● **Task to carry out**:
Could you return every line of the material that contains the word "service"?
============
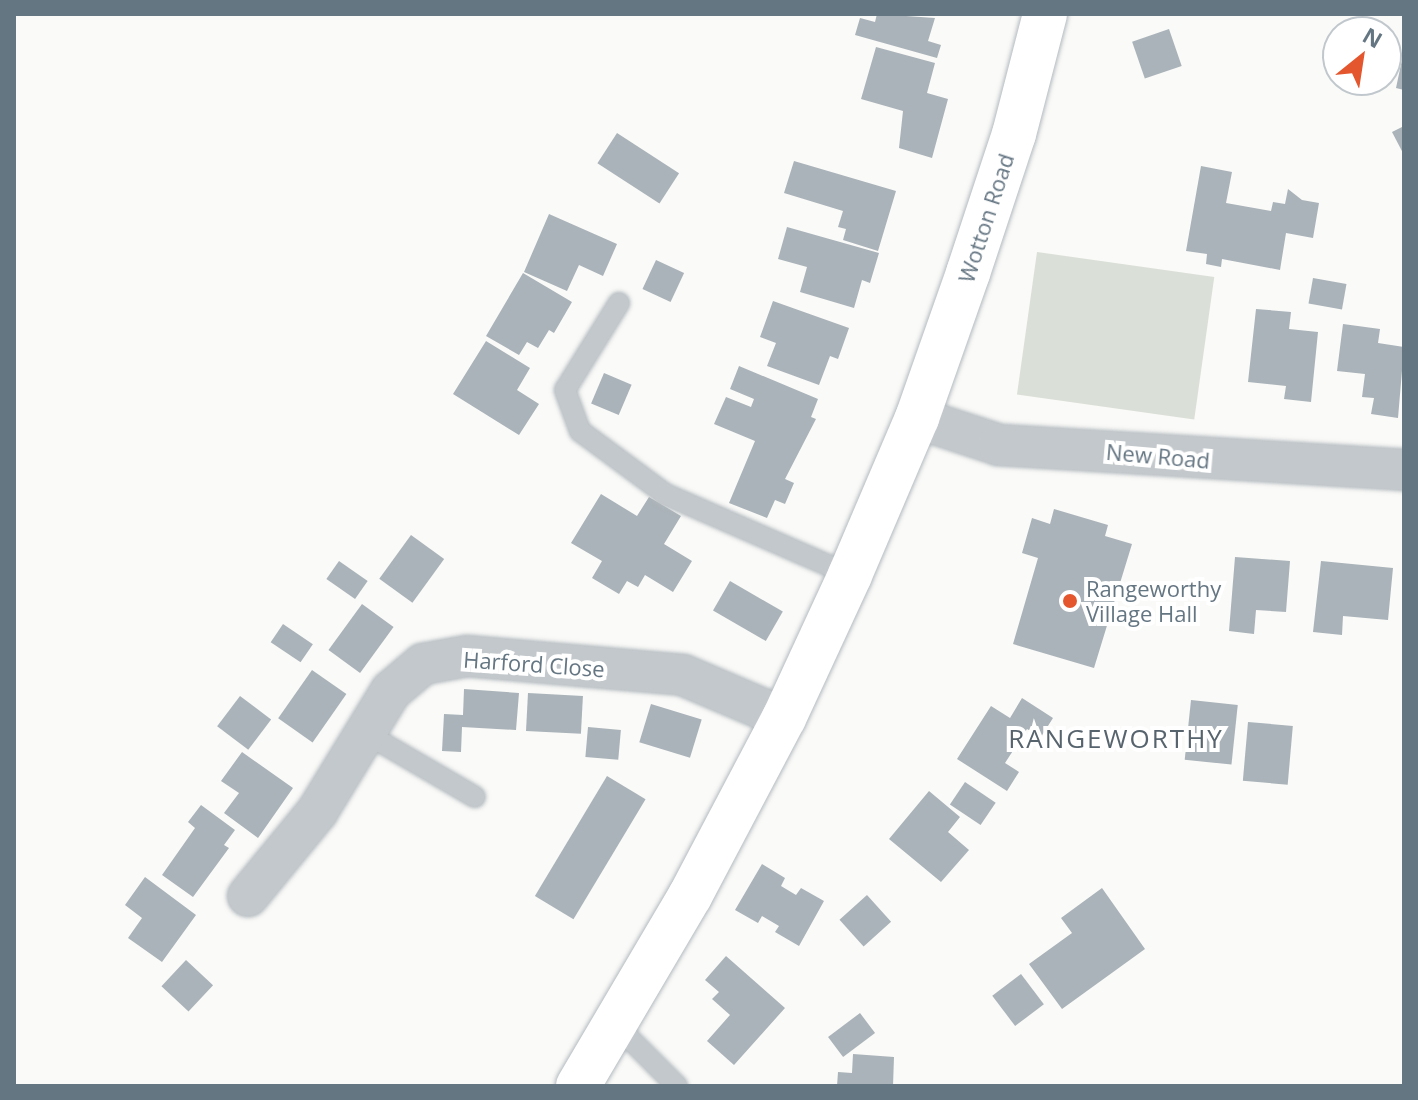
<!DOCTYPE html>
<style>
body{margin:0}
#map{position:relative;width:1418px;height:1100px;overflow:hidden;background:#fafaf8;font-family:"Open Sans",sans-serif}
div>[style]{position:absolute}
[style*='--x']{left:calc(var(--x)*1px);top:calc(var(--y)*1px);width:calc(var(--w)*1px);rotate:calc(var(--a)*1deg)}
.green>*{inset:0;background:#dadfd7;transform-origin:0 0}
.building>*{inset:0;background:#aab3b9;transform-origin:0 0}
.roads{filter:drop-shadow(0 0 2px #b3babf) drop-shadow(0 0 2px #b3babf)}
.service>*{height:20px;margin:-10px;padding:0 10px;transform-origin:10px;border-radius:10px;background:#c3c8cc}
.minor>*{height:40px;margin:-20px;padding:0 20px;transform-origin:20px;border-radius:20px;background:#c3c8cc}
.secondary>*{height:44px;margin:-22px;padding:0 22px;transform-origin:22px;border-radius:22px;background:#fff}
.dots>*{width:22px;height:22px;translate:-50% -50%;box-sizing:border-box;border:4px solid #fff;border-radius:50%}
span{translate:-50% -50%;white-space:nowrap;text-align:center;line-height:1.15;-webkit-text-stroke:8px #fff;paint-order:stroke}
.street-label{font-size:22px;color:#657683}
.poi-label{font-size:22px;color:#657683}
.left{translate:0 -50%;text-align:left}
.quarter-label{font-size:26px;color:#57646e;letter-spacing:2px}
.frame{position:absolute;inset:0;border:16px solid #657683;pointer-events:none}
.north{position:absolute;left:1322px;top:16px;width:80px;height:80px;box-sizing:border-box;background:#fff;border:2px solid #c1c8cd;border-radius:50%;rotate:30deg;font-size:22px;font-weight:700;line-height:32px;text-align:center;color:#657683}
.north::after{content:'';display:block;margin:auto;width:28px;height:36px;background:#e4572e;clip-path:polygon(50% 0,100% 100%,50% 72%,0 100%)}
</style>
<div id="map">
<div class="green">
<i style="left:1037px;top:252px;width:179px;height:144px;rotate:8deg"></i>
</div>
<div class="building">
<i style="clip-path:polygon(877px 14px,935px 18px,928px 41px,941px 45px,937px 58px,855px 35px,860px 18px,875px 22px)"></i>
<i style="left:1169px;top:29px;width:39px;height:39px;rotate:71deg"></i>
<i style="clip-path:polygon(876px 47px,935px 63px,927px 93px,948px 99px,932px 158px,899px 148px,903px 111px,861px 99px)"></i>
<i style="clip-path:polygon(1403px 55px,1404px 55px,1404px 90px,1396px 88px)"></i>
<i style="clip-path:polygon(1404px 126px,1404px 155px,1392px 132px)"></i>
<i style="left:617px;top:133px;width:74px;height:36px;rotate:33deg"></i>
<i style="clip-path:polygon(794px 161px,896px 191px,878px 251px,843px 240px,846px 229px,838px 227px,843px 211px,784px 193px)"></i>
<i style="clip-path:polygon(1201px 166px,1232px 172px,1226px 203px,1271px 211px,1273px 202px,1285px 204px,1288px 189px,1302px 200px,1319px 203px,1313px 238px,1286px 233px,1280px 270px,1222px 259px,1221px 267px,1206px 264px,1207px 254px,1186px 251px)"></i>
<i style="clip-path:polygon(549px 214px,617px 244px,603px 276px,579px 265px,567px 291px,524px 272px)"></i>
<i style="clip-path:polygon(787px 227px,879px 253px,870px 283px,862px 280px,854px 308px,800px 292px,807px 267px,778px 259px)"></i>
<i style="left:656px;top:260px;width:31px;height:32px;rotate:25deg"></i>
<i style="clip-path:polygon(523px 273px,572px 302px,554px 333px,549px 330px,538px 348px,527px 342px,519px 355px,486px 336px)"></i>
<i style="left:1313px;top:278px;width:34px;height:26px;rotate:10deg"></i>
<i style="clip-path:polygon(773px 301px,849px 328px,838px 359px,830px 356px,819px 385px,767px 366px,776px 343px,760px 337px)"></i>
<i style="clip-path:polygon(1256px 309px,1291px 312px,1289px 329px,1318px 332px,1311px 402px,1284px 399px,1286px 386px,1248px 382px)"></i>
<i style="clip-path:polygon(1343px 324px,1380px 329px,1378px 343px,1404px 347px,1398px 418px,1371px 414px,1374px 398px,1362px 397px,1365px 374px,1337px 371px)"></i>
<i style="clip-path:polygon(486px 341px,530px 368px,517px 390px,539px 404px,519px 435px,453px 394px)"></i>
<i style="clip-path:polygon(739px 366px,818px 399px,811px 417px,816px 419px,785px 479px,794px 483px,785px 504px,775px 500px,767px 518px,729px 503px,755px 441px,714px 424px,726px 397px,751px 407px,754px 399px,730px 389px)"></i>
<i style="left:604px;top:373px;width:30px;height:33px;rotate:23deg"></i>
<i style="clip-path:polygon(601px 494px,637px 516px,649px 497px,681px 516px,664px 544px,692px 561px,673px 592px,645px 575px,638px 587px,627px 581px,619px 594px,592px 578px,602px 561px,571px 543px)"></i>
<i style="clip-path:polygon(1054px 509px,1108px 525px,1105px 536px,1132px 544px,1094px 668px,1013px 644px,1038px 558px,1022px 553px,1032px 518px,1050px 524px)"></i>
<i style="left:411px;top:535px;width:41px;height:54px;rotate:36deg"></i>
<i style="clip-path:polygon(1235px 557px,1290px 561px,1286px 612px,1256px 610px,1254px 634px,1229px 631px)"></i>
<i style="left:339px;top:561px;width:35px;height:22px;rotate:35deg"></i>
<i style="clip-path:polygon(1321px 561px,1393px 568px,1388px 620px,1343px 616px,1342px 635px,1313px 632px)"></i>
<i style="left:730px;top:581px;width:61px;height:34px;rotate:30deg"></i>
<i style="left:362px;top:604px;width:39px;height:57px;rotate:36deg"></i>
<i style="left:283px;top:624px;width:36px;height:22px;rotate:34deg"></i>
<i style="left:312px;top:670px;width:42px;height:59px;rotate:35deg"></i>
<i style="clip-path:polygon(464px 689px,519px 693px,516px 730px,462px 727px,461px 752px,442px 751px,444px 714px,463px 715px)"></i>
<i style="left:528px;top:693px;width:55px;height:38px;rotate:3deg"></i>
<i style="left:240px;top:696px;width:39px;height:38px;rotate:37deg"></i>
<i style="clip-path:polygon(1022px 698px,1053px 718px,1041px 737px,1027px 729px,1005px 763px,1019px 772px,1007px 791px,957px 759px,991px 706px,1010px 718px)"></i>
<i style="left:1191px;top:700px;width:47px;height:60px;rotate:6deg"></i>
<i style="left:651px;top:704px;width:53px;height:40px;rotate:17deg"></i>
<i style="left:1248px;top:722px;width:45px;height:59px;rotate:5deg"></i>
<i style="left:588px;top:727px;width:33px;height:30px;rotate:5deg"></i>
<i style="clip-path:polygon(242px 752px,293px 788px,258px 838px,224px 813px,239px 793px,221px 781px)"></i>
<i style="left:607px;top:776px;width:45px;height:140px;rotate:31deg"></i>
<i style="left:965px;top:782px;width:37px;height:27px;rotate:34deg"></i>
<i style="clip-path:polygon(929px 791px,960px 817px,948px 832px,969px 850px,941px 882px,889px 839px)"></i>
<i style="clip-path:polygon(201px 805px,235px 830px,224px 845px,229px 848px,193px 897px,162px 875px,195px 828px,188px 822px)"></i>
<i style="clip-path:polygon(762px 864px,785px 878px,781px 886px,796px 895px,801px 888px,824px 901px,799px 946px,775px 932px,779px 926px,762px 916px,758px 923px,735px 910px)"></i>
<i style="clip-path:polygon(145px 877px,196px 915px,162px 962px,128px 938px,142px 918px,125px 905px)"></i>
<i style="clip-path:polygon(1102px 888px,1145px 949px,1062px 1009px,1029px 964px,1072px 933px,1061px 918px)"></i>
<i style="left:867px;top:895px;width:36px;height:37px;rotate:48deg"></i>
<i style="clip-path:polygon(726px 956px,785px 1008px,734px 1065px,707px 1041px,730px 1015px,712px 999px,719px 992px,705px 980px)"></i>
<i style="left:186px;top:960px;width:37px;height:36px;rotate:43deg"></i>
<i style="left:1021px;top:974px;width:38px;height:36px;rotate:53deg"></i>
<i style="left:860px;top:1013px;width:25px;height:40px;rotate:53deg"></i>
<i style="clip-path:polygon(853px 1054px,894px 1057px,893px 1086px,837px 1086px,838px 1072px,852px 1073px)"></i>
</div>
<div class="roads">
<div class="service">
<i style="--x:619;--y:303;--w:102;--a:121.8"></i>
<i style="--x:565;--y:390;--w:44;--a:69.9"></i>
<i style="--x:580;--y:431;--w:106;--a:36.5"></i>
<i style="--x:665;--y:494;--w:202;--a:23.6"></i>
<i style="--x:365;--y:733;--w:127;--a:30.2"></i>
<i style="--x:615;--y:1024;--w:88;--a:45"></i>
</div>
<div class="minor">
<i style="--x:917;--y:418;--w:86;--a:18.2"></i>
<i style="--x:999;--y:445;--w:406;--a:3.5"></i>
<i style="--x:248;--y:896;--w:109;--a:-50.6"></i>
<i style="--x:317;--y:812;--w:142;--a:-58.6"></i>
<i style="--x:391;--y:691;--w:42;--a:-40.2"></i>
<i style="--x:423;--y:664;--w:45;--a:-10.3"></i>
<i style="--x:467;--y:656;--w:217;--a:5"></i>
<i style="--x:683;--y:675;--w:110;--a:23.1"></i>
</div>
<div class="secondary">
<i style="--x:578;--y:1086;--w:221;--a:-59.5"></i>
<i style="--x:690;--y:896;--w:201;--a:-62.2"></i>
<i style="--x:784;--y:718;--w:157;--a:-65.2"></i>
<i style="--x:850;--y:575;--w:171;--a:-66.9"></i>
<i style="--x:917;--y:418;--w:154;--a:-70.6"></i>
<i style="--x:968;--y:273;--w:146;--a:-71.7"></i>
<i style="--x:1014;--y:134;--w:124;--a:-75.5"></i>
</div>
</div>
<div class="dots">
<i style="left:1070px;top:601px;background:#e4572e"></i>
</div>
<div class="street-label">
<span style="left:986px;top:218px;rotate:-72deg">Wotton Road</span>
<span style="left:1158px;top:456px;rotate:5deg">New Road</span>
<span style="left:534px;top:664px;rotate:4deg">Harford Close</span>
</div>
<div class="poi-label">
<span class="left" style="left:1086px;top:601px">Rangeworthy<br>Village Hall</span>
</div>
<div class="quarter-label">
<span style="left:1116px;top:739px">RANGEWORTHY</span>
</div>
<div class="frame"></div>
<div class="north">N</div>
</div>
============
● **Problem solution**:
.service>*{height:20px;margin:-10px;padding:0 10px;transform-origin:10px;border-radius:10px;background:#c3c8cc}
<div class="service">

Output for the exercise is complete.